**The problem**
Count every line in the following entries that holds the word "José". Only the number should be given.

**Data in this exercise**

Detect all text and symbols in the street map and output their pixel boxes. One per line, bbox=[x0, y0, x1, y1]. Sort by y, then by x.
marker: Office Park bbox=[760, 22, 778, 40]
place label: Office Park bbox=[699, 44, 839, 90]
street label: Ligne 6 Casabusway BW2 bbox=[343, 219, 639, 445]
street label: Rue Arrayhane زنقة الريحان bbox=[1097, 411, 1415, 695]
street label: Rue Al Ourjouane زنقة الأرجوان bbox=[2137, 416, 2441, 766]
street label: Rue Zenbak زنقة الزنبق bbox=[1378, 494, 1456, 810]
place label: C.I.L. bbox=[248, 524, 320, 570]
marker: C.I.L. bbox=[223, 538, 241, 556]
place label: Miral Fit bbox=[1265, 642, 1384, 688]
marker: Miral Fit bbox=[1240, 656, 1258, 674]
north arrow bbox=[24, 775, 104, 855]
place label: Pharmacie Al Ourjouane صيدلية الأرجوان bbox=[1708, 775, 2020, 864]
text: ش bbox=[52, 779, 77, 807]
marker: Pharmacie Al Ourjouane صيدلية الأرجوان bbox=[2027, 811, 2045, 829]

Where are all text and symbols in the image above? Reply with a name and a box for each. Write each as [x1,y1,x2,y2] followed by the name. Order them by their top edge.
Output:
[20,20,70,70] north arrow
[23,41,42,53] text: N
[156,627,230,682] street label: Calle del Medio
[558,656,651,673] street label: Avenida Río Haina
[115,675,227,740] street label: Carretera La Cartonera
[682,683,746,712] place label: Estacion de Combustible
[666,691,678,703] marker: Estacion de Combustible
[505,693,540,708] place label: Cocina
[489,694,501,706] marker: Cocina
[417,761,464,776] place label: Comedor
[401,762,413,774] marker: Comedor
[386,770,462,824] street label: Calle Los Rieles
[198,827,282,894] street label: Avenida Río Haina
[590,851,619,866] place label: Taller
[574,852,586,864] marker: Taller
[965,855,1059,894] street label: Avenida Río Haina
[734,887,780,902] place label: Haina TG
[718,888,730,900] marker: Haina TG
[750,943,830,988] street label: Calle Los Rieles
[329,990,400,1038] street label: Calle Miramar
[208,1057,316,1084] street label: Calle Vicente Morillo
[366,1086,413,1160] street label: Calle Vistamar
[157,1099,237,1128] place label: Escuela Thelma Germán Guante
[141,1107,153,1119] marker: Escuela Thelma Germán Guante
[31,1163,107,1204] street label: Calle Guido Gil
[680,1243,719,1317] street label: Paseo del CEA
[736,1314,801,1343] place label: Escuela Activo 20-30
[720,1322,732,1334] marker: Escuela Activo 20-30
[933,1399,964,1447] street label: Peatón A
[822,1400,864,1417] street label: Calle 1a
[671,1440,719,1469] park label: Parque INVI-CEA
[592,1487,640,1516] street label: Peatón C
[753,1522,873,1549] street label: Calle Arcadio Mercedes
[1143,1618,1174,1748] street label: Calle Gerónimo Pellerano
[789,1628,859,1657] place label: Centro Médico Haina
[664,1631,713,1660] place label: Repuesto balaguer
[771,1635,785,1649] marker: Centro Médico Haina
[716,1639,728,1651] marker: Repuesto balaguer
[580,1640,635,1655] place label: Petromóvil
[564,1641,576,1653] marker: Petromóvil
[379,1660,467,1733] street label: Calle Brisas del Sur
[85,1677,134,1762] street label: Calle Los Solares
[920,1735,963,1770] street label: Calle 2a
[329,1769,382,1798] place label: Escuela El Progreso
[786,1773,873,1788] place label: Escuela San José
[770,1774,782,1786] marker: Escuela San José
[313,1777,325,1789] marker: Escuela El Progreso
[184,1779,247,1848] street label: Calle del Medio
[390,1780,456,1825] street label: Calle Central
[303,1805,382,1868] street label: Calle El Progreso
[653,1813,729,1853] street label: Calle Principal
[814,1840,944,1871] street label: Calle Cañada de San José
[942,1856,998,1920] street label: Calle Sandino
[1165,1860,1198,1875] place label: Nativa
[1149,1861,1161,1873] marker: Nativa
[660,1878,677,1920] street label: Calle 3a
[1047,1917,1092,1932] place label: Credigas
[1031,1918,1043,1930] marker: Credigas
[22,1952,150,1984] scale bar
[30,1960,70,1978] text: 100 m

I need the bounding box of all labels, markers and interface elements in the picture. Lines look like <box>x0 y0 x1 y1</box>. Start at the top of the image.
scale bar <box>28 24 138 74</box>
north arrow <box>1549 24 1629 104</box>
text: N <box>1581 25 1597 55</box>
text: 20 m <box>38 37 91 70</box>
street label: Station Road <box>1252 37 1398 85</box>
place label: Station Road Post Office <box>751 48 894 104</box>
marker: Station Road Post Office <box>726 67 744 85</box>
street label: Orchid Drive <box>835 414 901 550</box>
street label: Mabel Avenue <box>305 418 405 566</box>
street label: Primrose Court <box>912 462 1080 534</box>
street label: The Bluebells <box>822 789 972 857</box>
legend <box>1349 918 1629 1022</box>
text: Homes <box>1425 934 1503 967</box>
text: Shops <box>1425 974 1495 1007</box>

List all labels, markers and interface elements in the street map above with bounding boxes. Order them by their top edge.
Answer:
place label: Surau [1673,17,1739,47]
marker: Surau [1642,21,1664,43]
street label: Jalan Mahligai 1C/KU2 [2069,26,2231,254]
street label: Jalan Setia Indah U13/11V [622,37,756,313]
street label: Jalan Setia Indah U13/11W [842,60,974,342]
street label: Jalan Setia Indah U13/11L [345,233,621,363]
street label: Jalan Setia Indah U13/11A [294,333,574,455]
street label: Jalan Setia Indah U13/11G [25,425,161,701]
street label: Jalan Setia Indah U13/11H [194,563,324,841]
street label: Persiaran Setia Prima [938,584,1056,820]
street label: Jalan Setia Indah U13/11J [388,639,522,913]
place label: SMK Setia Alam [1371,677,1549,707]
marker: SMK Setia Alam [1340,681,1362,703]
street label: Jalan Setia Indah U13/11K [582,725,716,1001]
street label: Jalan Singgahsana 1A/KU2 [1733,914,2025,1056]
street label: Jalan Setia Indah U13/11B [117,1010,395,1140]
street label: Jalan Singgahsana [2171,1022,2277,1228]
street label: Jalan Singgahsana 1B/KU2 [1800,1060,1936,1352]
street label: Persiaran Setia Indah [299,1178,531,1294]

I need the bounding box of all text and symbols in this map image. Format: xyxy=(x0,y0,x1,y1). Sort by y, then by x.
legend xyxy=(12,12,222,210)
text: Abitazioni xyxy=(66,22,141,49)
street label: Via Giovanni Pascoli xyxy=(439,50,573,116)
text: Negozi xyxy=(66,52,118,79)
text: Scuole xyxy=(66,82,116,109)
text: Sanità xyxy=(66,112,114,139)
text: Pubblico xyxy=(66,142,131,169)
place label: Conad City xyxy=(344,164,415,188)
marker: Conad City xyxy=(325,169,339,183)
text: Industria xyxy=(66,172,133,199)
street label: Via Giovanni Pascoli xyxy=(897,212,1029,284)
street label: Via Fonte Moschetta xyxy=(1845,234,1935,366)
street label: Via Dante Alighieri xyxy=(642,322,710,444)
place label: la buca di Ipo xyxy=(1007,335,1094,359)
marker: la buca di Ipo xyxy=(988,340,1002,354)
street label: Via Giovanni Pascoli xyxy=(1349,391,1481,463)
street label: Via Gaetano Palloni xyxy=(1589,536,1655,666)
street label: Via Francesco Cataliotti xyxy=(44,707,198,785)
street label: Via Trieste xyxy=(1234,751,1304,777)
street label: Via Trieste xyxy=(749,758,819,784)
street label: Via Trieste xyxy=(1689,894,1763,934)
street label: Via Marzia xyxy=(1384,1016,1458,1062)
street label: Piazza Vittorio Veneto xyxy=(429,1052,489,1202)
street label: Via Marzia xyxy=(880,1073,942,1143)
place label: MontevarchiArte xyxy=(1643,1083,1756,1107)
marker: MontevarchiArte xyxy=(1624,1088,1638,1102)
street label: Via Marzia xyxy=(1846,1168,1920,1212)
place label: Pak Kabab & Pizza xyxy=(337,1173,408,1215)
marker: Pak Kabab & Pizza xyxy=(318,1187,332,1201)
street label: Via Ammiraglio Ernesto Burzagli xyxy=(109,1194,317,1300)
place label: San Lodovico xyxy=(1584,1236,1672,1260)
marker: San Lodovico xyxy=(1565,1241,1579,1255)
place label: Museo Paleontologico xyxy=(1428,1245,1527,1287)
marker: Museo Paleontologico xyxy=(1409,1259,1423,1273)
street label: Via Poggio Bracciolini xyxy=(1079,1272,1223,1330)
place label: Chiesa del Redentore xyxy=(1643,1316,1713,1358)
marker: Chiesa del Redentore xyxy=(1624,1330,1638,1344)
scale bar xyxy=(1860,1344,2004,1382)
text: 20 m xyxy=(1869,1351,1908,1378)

**Finished exercise**
3